(EXERCISE DETAILS): Restate the listing below line for line and word for word, without the pictures.
[[ DATA LISTING open ]]
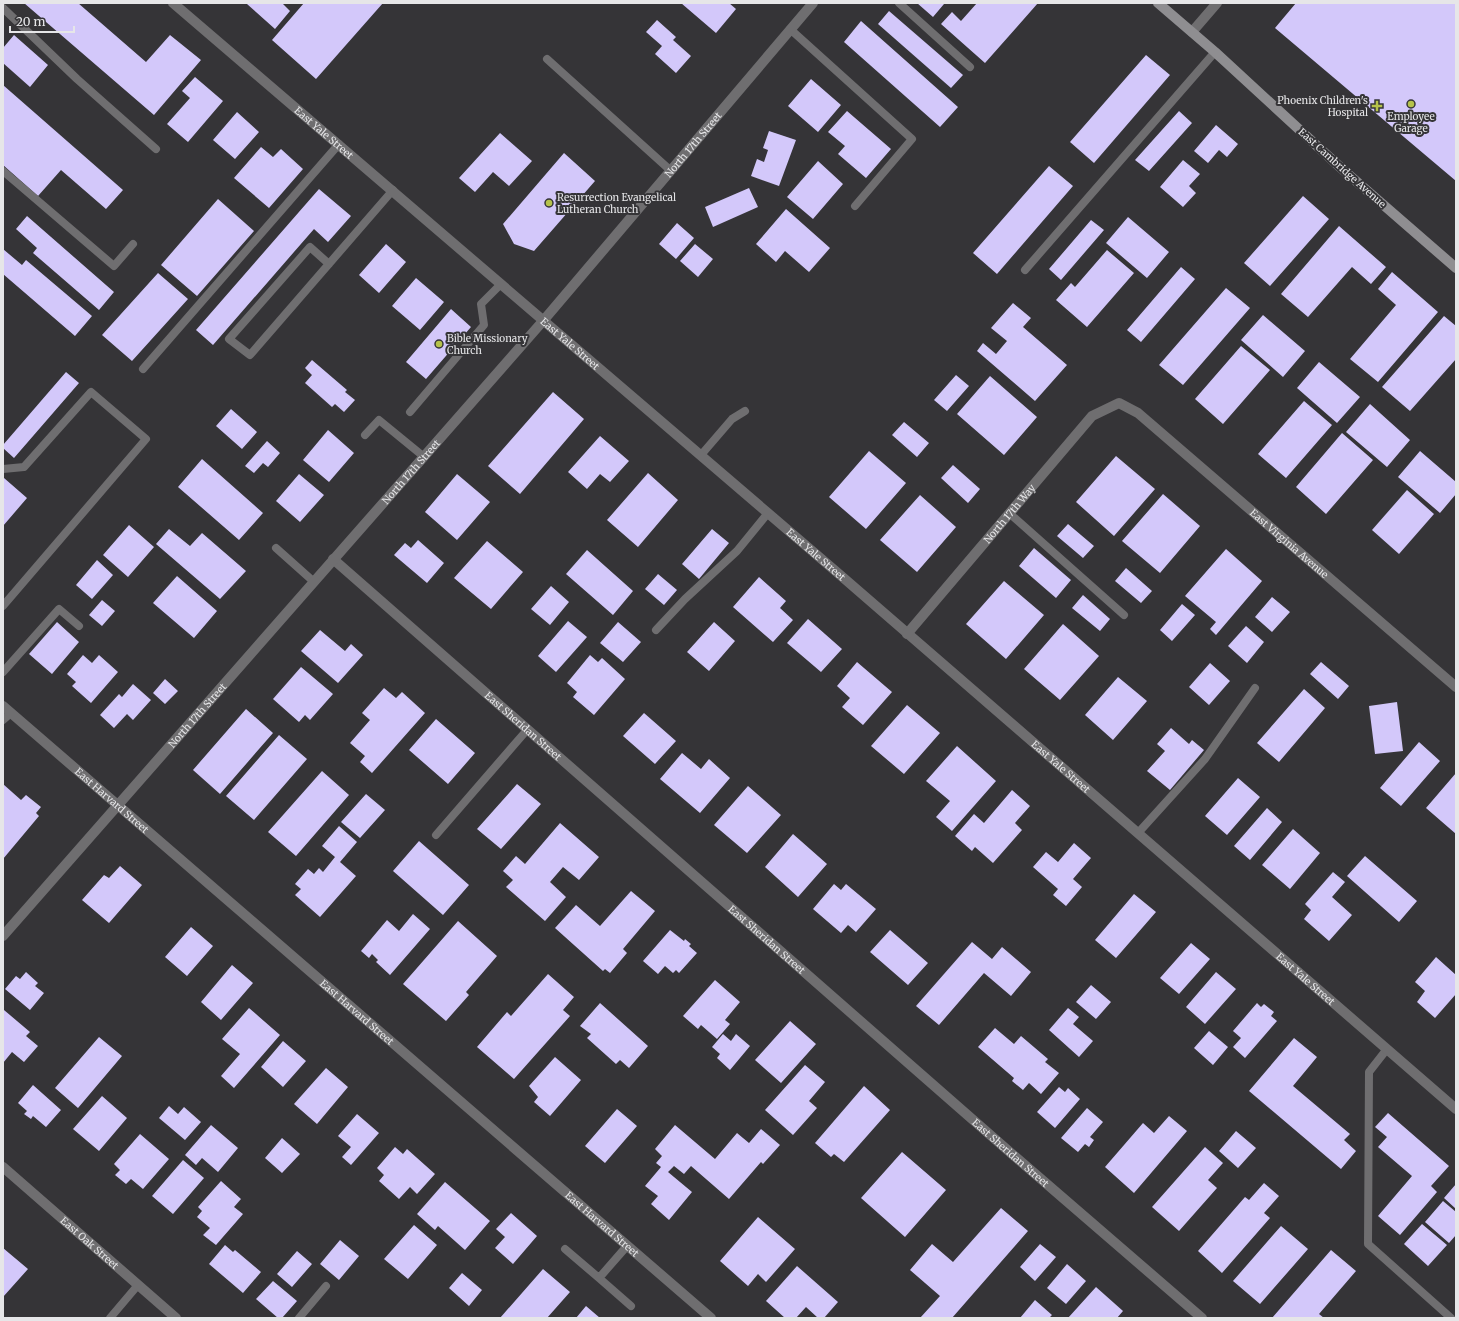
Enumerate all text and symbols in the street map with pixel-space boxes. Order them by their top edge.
scale bar [10,8,74,34]
text: 20 m [16,14,45,29]
place label: Phoenix Children's Hospital [1277,94,1368,119]
marker: Employee Garage [1406,99,1416,109]
marker: Phoenix Children's Hospital [1371,100,1383,112]
street label: East Yale Street [292,104,356,162]
street label: North 17th Street [661,109,724,180]
place label: Employee Garage [1387,110,1435,135]
street label: East Cambridge Avenue [1296,125,1388,211]
place label: Resurrection Evangelical Lutheran Church [557,191,676,216]
marker: Resurrection Evangelical Lutheran Church [544,198,554,208]
street label: East Yale Street [538,314,602,372]
place label: Bible Missionary Church [447,332,528,357]
marker: Bible Missionary Church [434,339,444,349]
street label: North 17th Street [379,437,443,507]
street label: North 17th Way [980,481,1038,546]
street label: East Virginia Avenue [1247,506,1331,581]
street label: East Yale Street [784,525,848,583]
street label: North 17th Street [165,680,229,750]
street label: East Sheridan Street [482,689,564,763]
street label: East Yale Street [1029,737,1093,796]
street label: East Harvard Street [72,765,152,836]
street label: East Sheridan Street [726,902,808,976]
street label: East Yale Street [1274,950,1338,1008]
street label: East Harvard Street [317,977,397,1048]
street label: East Sheridan Street [970,1116,1052,1190]
street label: East Harvard Street [563,1188,642,1260]
street label: East Oak Street [58,1214,122,1272]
[[ DATA LISTING closed ]]
(SOLUTION TO THIS PROBLEM):
Enumerate all text and symbols in the street map with pixel-space boxes. Order them by their top edge.
scale bar [10,8,74,34]
text: 20 m [16,14,45,29]
place label: Phoenix Children's Hospital [1277,94,1368,119]
marker: Employee Garage [1406,99,1416,109]
marker: Phoenix Children's Hospital [1371,100,1383,112]
street label: East Yale Street [292,104,356,162]
street label: North 17th Street [661,109,724,180]
place label: Employee Garage [1387,110,1435,135]
street label: East Cambridge Avenue [1296,125,1388,211]
place label: Resurrection Evangelical Lutheran Church [557,191,676,216]
marker: Resurrection Evangelical Lutheran Church [544,198,554,208]
street label: East Yale Street [538,314,602,372]
place label: Bible Missionary Church [447,332,528,357]
marker: Bible Missionary Church [434,339,444,349]
street label: North 17th Street [379,437,443,507]
street label: North 17th Way [980,481,1038,546]
street label: East Virginia Avenue [1247,506,1331,581]
street label: East Yale Street [784,525,848,583]
street label: North 17th Street [165,680,229,750]
street label: East Sheridan Street [482,689,564,763]
street label: East Yale Street [1029,737,1093,796]
street label: East Harvard Street [72,765,152,836]
street label: East Sheridan Street [726,902,808,976]
street label: East Yale Street [1274,950,1338,1008]
street label: East Harvard Street [317,977,397,1048]
street label: East Sheridan Street [970,1116,1052,1190]
street label: East Harvard Street [563,1188,642,1260]
street label: East Oak Street [58,1214,122,1272]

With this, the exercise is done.